That’s why he chose L.A.-based rodeo champion Cesar Kid Banuelos as the focal point of the tale in his Max Cutrone-directed video. It follows Banuelos moving between his life as a husband and father of a young son, and his career in which he voluntarily straps himself onto the backs of 1,000-pound four-legged creatures to earn his living.

“In the song, I stole a line from [musician-producer] Ry Cooder’s book ‘Los Angeles Stories,’ about this being the city where you have to pay for every second chance. ... This was heavily inspired by Ry, who is one of the great L.A. musicians, who did the opposite of what was popular at the time he started making records. He incorporated Norteño music on his records and made music on his own terms.”

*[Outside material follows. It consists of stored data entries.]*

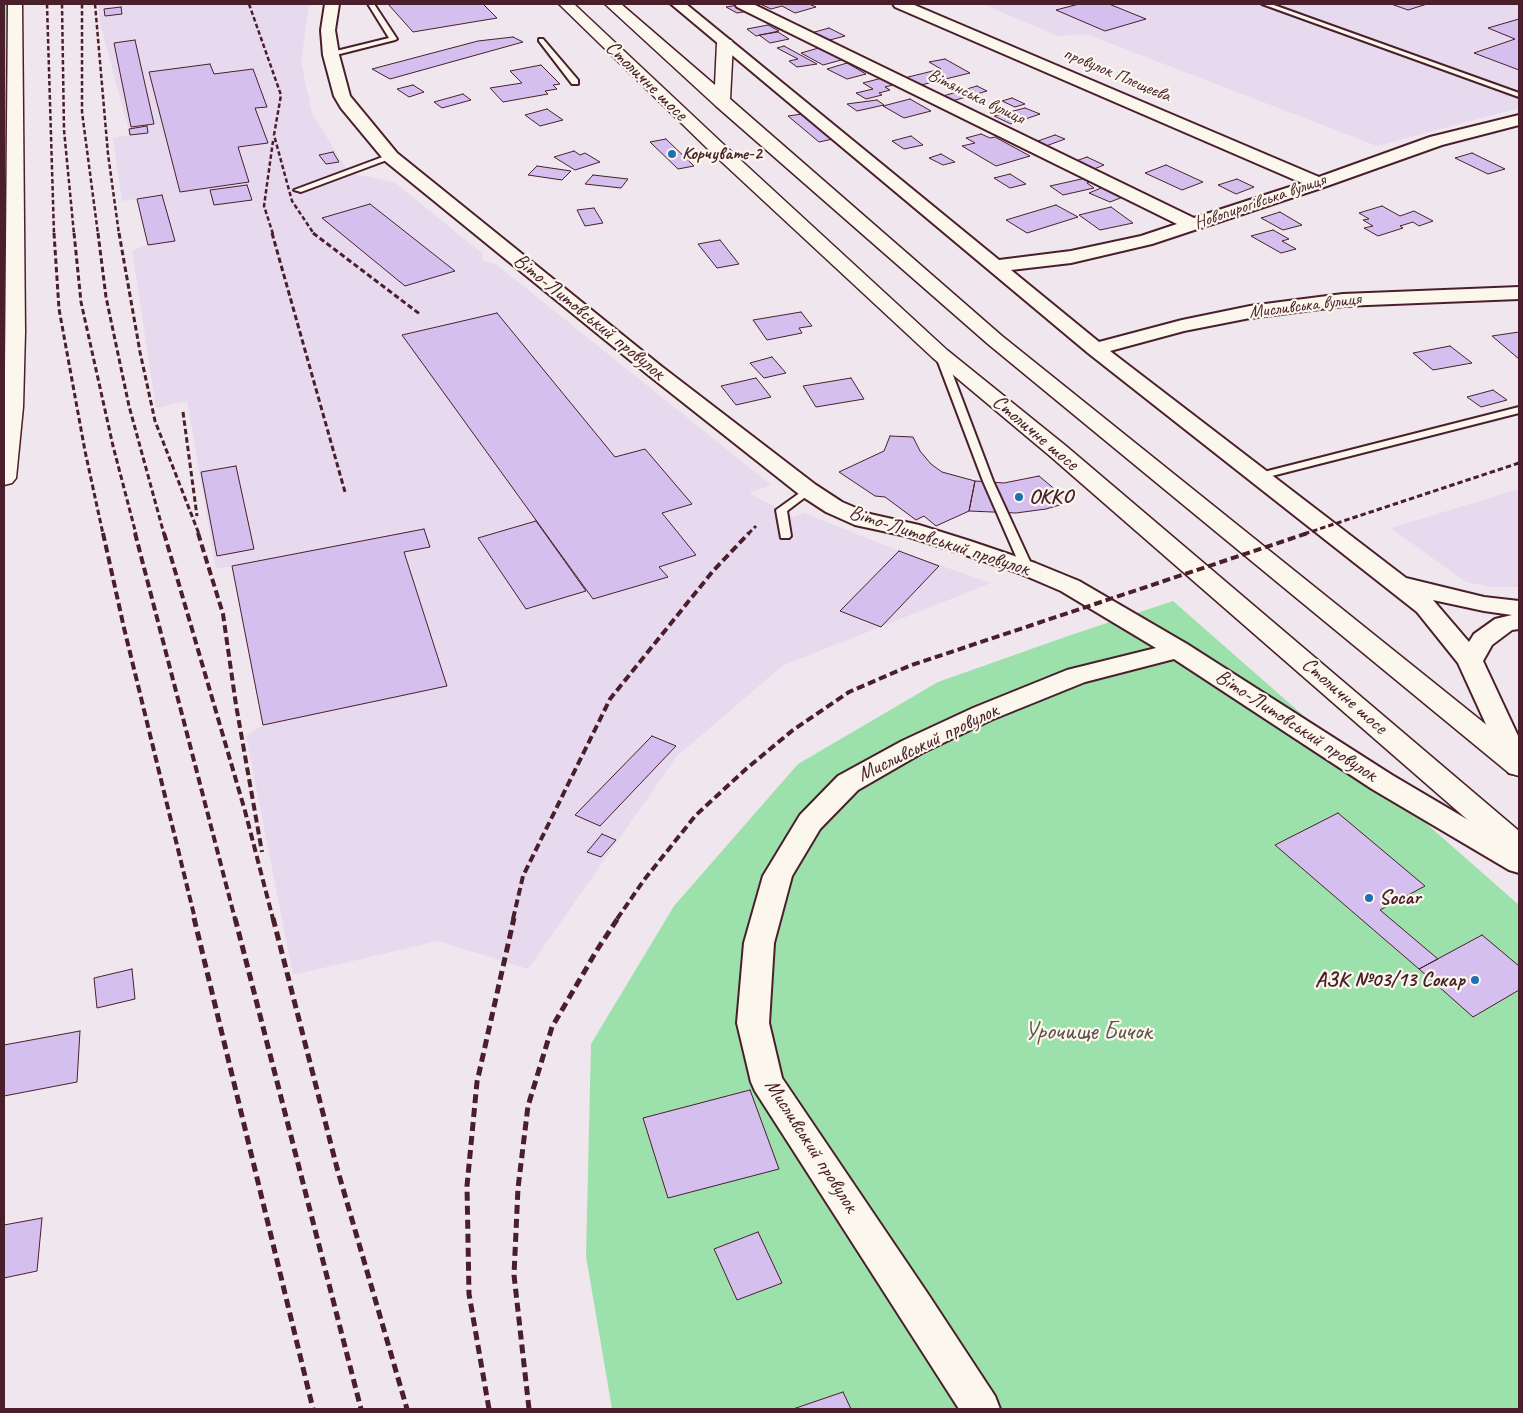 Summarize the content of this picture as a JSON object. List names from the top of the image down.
{
  "streets": {
    "main road": ["Столичне шосе"],
    "street": [
      "провулок Плещеєва",
      "Вітянська вулиця",
      "Новопирогівська вулиця",
      "Мисливська вулиця",
      "Віто-Литовський провулок",
      "Мисливський провулок"
    ]
  },
  "crossings": [
    ["провулок Плещеєва", "Новопирогівська вулиця"],
    ["Вітянська вулиця", "Новопирогівська вулиця"],
    ["Віто-Литовський провулок", "Мисливський провулок"]
  ],
  "parks": ["Урочище Бичок"],
  "places": [
    "Корчувате-2",
    "ОККО",
    "Socar",
    "АЗК №03/13 Сокар"
  ]
}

Returning the favor, Cooder and his musician-son, Joachim, co-produced "Angeleno," which has helped Outlaw's career gain some traction.

Two nights before the recent Grammy Awards ceremony, Outlaw took part in the American Music Assn.’s showcase at the Troubadour in West Hollywood, where he joined in an multi-artist salute to the Eagles’ Glenn Frey. Among the country, rock and roots artists he shared the stage with that night: Bonnie Raitt, Lee Ann Womack, Brandi Carlile, Jack Ingram, the Civil Wars’ John Paul White and Nicki Bluhm.

“I was pinching myself most of the night,” he said. “I don’t even think there’s any debate that the Eagles are one of the best bands of all time, so it was an honor to be part of that group and to do some their songs. And to be around Bonnie Raitt -- she heard me singing during sound check and then complimented me on my voice. That’s probably the greatest thing ever happened to me.”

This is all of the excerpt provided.